Directed polar secretion of protease from single cells of Vibrio cholerae via the type II secretion pathway

Abstract

Bacteria have long been thought of as little more than sacks of homogeneously distributed enzymes. However, recent cytological studies indicate that bacteria are compartmentalized with proteins involved in processes such as cell division, motility, chemotaxis, and development located at distinct sites. We have used the green fluorescent protein as a reporter to determine the cellular distribution of the extracellular protein secretion (eps)-encoded type II secretion complex responsible for extracellular secretion of cholera toxin and hemagglutinin/protease in Vibrio cholerae.

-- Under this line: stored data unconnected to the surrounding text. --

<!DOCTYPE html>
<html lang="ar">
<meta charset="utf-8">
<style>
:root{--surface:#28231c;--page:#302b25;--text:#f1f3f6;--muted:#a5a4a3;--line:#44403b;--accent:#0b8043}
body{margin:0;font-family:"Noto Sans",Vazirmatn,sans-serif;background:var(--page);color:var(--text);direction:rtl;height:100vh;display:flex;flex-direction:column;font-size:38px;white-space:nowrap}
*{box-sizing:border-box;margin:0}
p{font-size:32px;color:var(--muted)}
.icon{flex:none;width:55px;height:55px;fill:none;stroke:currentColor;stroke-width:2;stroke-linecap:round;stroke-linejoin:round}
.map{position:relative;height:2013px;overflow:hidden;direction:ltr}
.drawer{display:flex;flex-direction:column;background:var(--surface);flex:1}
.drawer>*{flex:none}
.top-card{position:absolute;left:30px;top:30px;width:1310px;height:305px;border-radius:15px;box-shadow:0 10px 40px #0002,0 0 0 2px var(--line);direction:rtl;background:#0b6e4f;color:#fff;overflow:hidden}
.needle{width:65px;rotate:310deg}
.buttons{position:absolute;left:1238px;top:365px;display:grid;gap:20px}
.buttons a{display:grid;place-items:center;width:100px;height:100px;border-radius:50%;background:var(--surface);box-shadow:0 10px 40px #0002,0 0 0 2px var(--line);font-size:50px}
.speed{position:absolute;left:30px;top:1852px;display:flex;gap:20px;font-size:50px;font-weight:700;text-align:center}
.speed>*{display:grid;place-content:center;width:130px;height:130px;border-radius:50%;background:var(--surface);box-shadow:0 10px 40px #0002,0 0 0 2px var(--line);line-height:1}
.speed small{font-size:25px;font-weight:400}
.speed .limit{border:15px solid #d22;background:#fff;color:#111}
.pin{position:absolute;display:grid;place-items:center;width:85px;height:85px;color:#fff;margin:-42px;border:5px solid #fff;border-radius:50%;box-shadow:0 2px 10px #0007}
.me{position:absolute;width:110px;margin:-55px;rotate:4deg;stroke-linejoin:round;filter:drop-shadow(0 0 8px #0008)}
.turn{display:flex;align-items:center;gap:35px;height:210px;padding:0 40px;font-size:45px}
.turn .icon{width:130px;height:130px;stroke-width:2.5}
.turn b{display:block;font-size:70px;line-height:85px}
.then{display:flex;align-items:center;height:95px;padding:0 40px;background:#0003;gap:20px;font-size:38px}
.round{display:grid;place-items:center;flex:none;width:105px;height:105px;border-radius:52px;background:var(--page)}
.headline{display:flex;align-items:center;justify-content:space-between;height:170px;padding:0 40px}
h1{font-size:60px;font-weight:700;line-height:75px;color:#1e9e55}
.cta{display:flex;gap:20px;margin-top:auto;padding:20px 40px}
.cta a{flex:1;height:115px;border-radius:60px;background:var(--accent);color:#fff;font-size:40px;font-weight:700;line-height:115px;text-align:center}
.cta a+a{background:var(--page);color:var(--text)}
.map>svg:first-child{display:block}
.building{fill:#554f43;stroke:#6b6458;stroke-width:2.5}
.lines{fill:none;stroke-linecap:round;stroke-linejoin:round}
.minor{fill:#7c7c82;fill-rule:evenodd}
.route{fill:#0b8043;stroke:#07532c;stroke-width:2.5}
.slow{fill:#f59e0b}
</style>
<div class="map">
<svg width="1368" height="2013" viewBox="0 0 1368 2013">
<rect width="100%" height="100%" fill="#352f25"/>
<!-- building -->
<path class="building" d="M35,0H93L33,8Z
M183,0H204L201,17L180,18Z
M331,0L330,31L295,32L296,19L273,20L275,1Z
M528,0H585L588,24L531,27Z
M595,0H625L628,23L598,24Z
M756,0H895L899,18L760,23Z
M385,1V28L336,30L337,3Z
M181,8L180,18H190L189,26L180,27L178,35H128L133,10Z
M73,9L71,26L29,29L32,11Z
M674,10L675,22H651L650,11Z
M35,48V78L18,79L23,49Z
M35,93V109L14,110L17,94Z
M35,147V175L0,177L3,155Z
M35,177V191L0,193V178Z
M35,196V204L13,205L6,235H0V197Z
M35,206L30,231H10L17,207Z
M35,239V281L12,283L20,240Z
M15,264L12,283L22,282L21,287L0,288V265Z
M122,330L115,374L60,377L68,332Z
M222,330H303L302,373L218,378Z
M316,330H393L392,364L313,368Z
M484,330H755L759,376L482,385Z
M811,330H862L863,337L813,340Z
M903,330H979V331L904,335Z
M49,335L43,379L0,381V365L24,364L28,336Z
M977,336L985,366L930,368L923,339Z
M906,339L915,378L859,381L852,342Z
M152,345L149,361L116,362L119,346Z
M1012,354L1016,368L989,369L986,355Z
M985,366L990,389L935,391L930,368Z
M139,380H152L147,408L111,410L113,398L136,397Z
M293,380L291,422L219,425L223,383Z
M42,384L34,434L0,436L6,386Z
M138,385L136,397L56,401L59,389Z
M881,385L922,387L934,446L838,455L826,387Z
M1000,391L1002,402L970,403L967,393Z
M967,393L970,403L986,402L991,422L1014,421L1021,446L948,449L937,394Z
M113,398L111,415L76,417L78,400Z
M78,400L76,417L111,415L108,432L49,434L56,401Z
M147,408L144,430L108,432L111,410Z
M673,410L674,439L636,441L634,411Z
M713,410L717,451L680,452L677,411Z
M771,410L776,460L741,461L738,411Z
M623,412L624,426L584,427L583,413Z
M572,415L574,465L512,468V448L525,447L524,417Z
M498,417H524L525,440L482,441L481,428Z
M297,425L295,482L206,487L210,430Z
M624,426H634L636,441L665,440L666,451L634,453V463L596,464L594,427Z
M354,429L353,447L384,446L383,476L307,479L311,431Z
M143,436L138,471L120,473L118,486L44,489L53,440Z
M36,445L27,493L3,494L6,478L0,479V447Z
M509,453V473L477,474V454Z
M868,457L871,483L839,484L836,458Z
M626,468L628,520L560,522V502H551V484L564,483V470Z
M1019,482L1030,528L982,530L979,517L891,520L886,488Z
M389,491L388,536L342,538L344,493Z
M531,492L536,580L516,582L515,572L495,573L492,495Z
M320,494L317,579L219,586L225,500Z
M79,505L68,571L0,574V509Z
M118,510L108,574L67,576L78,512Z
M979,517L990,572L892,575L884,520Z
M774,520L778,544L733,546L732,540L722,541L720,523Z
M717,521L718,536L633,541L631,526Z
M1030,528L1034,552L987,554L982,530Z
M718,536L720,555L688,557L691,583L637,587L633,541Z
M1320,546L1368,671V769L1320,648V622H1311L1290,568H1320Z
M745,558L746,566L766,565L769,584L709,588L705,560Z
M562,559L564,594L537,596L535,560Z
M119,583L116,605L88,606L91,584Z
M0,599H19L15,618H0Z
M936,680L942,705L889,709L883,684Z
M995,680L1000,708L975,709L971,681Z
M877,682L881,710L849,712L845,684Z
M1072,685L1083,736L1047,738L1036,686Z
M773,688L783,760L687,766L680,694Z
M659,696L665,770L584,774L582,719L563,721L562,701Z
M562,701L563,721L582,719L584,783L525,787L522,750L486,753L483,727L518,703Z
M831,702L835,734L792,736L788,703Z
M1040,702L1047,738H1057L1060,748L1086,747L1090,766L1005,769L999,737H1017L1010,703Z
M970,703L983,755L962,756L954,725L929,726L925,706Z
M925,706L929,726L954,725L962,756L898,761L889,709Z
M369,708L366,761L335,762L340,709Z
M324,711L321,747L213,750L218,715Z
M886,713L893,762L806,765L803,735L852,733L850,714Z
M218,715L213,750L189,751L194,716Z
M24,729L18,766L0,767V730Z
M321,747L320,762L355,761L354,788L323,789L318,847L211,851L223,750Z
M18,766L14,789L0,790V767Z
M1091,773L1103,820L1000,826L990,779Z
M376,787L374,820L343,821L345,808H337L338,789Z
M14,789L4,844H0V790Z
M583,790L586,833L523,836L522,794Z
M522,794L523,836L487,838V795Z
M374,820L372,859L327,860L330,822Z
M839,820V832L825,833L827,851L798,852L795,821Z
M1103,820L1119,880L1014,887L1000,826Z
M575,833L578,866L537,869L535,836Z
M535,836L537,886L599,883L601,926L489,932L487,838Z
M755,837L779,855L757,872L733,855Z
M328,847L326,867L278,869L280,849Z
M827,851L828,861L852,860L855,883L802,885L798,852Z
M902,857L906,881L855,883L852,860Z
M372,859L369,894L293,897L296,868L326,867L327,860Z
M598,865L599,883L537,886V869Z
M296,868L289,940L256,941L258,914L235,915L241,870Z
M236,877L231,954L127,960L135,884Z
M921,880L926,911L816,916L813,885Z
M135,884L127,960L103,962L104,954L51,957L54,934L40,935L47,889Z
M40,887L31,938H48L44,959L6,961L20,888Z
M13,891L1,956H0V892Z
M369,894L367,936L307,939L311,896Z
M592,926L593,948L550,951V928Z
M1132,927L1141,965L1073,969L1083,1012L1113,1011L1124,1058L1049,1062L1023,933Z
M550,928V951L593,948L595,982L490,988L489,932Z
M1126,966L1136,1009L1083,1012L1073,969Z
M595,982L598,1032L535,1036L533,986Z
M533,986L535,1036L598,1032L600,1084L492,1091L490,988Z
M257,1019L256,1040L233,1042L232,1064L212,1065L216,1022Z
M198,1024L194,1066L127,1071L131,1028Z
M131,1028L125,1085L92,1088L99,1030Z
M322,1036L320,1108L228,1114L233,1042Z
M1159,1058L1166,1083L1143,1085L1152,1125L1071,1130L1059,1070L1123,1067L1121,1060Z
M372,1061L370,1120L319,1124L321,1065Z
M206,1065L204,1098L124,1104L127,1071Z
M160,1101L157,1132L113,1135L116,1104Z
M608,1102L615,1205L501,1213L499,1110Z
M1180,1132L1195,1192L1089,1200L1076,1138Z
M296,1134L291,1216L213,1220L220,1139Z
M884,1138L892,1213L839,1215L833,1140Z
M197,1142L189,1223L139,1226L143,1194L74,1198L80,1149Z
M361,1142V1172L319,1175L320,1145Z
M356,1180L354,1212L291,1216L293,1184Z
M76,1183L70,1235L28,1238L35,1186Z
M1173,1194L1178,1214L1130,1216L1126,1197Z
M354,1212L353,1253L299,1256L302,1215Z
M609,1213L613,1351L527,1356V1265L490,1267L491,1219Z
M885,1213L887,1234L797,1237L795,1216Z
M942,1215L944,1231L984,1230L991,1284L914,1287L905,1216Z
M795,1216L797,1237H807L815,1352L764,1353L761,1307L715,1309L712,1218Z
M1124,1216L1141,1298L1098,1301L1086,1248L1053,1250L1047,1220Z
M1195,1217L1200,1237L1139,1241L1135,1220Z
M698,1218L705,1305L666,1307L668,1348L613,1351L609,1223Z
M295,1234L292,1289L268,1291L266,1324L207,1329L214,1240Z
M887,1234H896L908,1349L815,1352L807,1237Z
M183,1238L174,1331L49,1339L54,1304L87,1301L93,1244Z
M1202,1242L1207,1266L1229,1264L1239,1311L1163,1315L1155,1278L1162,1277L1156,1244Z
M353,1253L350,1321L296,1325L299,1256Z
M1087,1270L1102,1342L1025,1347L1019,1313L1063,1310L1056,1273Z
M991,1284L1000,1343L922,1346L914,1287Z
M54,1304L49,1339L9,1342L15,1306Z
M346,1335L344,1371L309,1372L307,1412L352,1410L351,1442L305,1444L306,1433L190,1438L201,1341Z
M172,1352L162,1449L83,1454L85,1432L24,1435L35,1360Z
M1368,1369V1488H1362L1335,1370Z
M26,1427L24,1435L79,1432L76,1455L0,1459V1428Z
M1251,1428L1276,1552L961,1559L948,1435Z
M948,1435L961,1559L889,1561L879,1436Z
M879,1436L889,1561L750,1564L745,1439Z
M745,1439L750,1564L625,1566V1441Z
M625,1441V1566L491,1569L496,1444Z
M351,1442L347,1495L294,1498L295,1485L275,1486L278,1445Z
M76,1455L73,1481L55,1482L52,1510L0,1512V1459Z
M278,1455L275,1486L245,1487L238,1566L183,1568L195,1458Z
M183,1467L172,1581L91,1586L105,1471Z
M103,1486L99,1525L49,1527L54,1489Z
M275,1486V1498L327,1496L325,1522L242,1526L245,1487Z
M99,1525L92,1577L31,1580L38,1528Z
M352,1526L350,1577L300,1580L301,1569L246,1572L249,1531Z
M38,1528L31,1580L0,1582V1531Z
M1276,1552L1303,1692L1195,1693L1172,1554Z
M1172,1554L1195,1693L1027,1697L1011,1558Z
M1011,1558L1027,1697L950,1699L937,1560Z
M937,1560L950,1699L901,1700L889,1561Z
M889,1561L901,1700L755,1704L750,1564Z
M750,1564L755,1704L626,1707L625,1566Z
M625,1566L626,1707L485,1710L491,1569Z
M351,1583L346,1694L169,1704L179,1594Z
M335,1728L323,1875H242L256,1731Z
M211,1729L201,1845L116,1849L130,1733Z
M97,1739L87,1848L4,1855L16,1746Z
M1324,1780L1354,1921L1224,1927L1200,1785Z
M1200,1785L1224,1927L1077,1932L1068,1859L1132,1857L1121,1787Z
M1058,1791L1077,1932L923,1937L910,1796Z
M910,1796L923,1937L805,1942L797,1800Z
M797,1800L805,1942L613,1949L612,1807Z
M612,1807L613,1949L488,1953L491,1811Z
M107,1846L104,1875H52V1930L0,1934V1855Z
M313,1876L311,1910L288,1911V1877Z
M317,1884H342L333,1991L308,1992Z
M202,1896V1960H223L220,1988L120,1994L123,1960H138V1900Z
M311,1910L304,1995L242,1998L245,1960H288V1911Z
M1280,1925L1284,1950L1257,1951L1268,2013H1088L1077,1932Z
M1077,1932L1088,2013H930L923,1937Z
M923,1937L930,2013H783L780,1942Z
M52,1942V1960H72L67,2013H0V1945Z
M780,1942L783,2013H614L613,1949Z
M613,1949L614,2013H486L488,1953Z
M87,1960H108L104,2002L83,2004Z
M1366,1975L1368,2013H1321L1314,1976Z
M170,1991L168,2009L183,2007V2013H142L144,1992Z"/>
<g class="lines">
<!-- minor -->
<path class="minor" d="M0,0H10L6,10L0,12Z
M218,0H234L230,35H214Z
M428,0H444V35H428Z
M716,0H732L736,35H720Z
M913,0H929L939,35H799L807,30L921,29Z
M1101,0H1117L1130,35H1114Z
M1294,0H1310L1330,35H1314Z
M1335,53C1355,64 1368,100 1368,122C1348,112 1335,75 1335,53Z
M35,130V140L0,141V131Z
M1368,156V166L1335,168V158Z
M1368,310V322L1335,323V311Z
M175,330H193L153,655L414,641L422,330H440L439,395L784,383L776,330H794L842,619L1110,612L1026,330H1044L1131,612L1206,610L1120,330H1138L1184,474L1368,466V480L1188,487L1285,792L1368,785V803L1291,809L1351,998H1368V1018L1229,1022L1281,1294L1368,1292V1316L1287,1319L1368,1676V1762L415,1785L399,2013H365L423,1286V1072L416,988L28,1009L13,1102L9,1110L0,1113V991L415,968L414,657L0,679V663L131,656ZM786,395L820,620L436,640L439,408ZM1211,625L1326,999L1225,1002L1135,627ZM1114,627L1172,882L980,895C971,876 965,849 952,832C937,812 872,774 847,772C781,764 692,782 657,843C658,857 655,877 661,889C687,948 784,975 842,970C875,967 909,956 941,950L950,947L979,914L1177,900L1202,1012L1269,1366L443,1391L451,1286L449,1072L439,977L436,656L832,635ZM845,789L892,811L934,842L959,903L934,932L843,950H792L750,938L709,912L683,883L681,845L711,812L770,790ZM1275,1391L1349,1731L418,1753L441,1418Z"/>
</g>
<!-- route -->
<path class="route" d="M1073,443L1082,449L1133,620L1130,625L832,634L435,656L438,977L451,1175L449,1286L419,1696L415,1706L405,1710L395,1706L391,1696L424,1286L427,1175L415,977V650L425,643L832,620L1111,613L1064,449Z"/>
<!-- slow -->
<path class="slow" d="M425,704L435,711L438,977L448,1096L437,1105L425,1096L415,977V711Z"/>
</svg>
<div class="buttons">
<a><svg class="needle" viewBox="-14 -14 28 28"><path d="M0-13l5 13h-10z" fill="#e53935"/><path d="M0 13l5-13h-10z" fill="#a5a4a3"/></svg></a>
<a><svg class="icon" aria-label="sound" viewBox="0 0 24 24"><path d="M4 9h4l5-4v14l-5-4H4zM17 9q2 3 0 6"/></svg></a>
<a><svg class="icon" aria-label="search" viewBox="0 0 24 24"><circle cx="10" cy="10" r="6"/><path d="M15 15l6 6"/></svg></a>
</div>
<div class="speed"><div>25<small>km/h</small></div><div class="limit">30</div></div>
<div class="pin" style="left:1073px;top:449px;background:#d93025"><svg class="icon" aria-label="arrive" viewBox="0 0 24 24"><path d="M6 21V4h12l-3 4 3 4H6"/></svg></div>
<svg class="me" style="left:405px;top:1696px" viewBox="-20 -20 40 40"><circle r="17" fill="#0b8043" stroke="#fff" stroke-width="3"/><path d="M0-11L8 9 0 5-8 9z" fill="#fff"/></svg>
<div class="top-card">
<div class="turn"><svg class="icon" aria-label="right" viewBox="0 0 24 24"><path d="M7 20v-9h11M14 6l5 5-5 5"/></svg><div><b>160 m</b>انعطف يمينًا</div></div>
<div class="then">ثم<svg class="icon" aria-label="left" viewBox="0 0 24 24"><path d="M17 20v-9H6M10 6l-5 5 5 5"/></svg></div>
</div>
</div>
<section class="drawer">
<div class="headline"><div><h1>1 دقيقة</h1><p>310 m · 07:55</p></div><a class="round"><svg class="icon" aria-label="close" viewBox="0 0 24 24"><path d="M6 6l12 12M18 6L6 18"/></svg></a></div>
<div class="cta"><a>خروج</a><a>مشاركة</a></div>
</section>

Real-time monitoring of green fluorescent protein fused to EpsM in living cells indicated that, like the single polar flagellum, the Eps complex is located at the old pole after cell division. Eps-dependent protease secretion was also visualized in single cells by fluorescence microscopy by using intramolecularly quenched casein. This analysis demonstrated that active protease secretion is focused at the poles and colocalizes with the site of the polar Eps apparatus. These results suggest that the type II secretion complex is responsible for directed delivery of virulence factors during cholera pathogenesis.

Figure 1

Polar distribution of GFP fused to either EpsL or EpsM. The location of different GFP constructs was determined by fluorescent microscopy by using FITC filter. (A) GFP-EpsL expression in a V. cholerae epsL mutant. (B) GFP-EpsM expression in a V. cholerae epsM mutant. (C) GFP expression in the epsL mutant. (D) GFP-EpsL expression in E. coli MC1061. (E) GFP-EpsM expression in E. coli MC1061. (F) GFP-EpsL and EpsM coexpression in E. coli MC1061. The arrow indicates the brighter pole in a cell with bipolar fluorescence.

Figure 2

Polar localization of native Eps proteins. Cells of wild-type V. cholerae were fixed with paraformaldehyde, treated with lysozyme, and subjected to immunofluorescence by using anti-EpsG (A) or anti-EpsL (B) antibodies and detected with Alexa fluor 488-conjugated F(ab′)₂ goat anti-rabbit IgG. C shows result observed with secondary antibody only.

Figure 3

The Eps apparatus is localized to the “old” pole. Cells of V. cholerae epsM mutant that express GFP-EpsM were placed on a thin film of agarose-M9GM on a slide and subjected to time-lapse fluorescence and phase-contrast microscopy. The images were overlaid with the use of Adobe photoshop 5.0. The numbers indicate time in minutes. The white arrows indicate the appearance of new fluorescent poles. The black arrow shows the cell division site.

Figure 4

The Eps apparatus and flagellum assemble at the same pole. Fixed cells of V. cholerae epsM mutant that express GFP-EpsM were subjected to immunofluorescence by using antiflagellin antibodies and detected with Alexa fluor 546 goat anti-rabbit IgG. FITC and TRITC filters were used for visualization of GFP-EpsM and the single flagellum, respectively. The bacteria were visualized by phase-contrast microscopy. The images were overlaid with the use of Adobe photoshop 5.0.

Figure 5

Polar Eps-dependent HA/protease secretion in single cells. Cells of V. cholerae were embedded in agarose containing M9 salts, amino acids, BODIPY TR-X casein, and IPTG to induce HA/protease expression and grown overnight at 37°C. The slides were subjected to fluorescence microscopy by using a TRITC filter. (A) Wild-type V. cholerae TRH7000 expressing HA/protease from pHAP. (B) TRH7000. (C) epsM mutant PU3 expressing HA/protease from pHAP. (D) PU3. The corresponding phase-contrast images are shown next to the fluorescent images to indicate the presence of bacteria on each slide.

Figure 6

Colocalization of the Eps apparatus and the site of Eps-dependent protease secretion. Cells of wild-type V. cholerae that contained plasmids pHAP and pGFP-EPSM-ara were embedded in agarose containing M9 salts, amino acids, BODIPY TR-X casein, and IPTG and arabinose to induce HA/protease and GFP-EpsM expression, respectively. The slide was incubated at 37°C overnight, and fluorescent images were retrieved by using a TRITC filter to detect casein hydrolysis (A) or an FITC filter to detect GFP-EpsM (B). The images were imported into Adobe photoshop and layered for the purpose of colocalization, which is shown as yellow (C). A cell in which GFP-EpsM is detected at only one pole and this pole alone secretes HA/protease is indicated by an arrow.